Hi,
I currently maintain a small modding framework named StationeersMods for a game called Stationeers. with this framework modders can create mods from Unity. some of the mods can be found here: Stationeers
When someone creates a mod we copy over a lot of the game assemblies to Assets/Assemblies and we need to create an asmdef file that includes the Assembly-CSharp.dll from the game. This way we can properly extend classes from the game and incorporate new prefabs. This is where the issue arises. There are some classes in the assembly without a namespace, like Mask or ObjectPool.
When we include packages like TextMeshPro or Unity UI, we get compilation errors. These packages also have classes like Mask or ObjectPool which are ofcourse not referenced like UnityEngine.UI.Mask or UnityEngine.Pool.ObjectPool. When Unity tries to compile the packages it is including the Assembly-CSharp.dll in the process and consequently references the wrong classes.
Library\PackageCache\com.unity.ugui@1.0.0\Runtime\UI\Core\Layout\LayoutRebuilder.cs(21,44): error CS0311: The type 'UnityEngine.UI.LayoutRebuilder' cannot be used as type parameter 'T' in the generic type or method 'ObjectPool<T>'. There is no implicit reference conversion from 'UnityEngine.UI.LayoutRebuilder' to 'IPoolable<UnityEngine.UI.LayoutRebuilder>'.
A fix/workaround until now has been to modify the source of these packages in the package cache to use the FQDN name of the classes. This is a bit dirty. At first we wrongly assumed it was a bug in TMP with the Mask class, but recently ObjectPool joined the party.

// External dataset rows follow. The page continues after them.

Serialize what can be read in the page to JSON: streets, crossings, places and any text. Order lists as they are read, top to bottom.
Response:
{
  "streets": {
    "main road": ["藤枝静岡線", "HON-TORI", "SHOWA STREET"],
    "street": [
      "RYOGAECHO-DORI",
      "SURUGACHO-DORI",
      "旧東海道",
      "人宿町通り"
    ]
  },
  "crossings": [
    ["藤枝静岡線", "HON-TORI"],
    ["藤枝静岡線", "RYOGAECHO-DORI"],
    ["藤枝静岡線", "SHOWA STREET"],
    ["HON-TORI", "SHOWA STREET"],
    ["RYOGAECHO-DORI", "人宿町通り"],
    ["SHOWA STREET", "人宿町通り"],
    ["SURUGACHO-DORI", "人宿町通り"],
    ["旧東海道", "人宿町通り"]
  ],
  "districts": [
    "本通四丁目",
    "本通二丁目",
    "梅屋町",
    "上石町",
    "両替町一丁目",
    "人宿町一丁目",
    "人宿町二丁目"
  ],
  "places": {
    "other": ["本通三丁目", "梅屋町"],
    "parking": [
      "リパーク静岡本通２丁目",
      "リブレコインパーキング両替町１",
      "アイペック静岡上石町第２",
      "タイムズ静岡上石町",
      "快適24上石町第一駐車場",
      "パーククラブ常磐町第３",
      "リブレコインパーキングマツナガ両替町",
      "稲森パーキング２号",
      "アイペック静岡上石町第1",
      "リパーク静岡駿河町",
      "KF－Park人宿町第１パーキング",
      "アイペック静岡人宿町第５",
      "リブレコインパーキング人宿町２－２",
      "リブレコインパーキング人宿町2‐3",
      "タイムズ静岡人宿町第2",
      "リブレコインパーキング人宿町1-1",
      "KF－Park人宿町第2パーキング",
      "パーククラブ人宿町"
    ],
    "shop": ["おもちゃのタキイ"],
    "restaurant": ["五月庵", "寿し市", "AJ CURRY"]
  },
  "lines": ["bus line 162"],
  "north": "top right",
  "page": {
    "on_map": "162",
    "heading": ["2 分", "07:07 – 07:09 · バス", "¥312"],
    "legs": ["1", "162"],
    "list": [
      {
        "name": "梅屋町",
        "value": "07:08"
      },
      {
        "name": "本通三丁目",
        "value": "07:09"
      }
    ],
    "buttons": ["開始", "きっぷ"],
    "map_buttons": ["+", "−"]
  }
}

This problem will likely only grow with more classes that need a dirty fix.
I am looking for a permanent fix to this problem. Although there is probably a good reason for it, I don’t understand why the packages include the assemblies from the game. I can’t see a good reason for it to compile with assemblies it never even knew about in the first place. Is there a way to exclude the assemblies from package compilation and include it when compiling the mod?
If not, are there potentially other ways to fix the issue, besides asking the game developers to put all their classes in a namespace to avoid these collisions?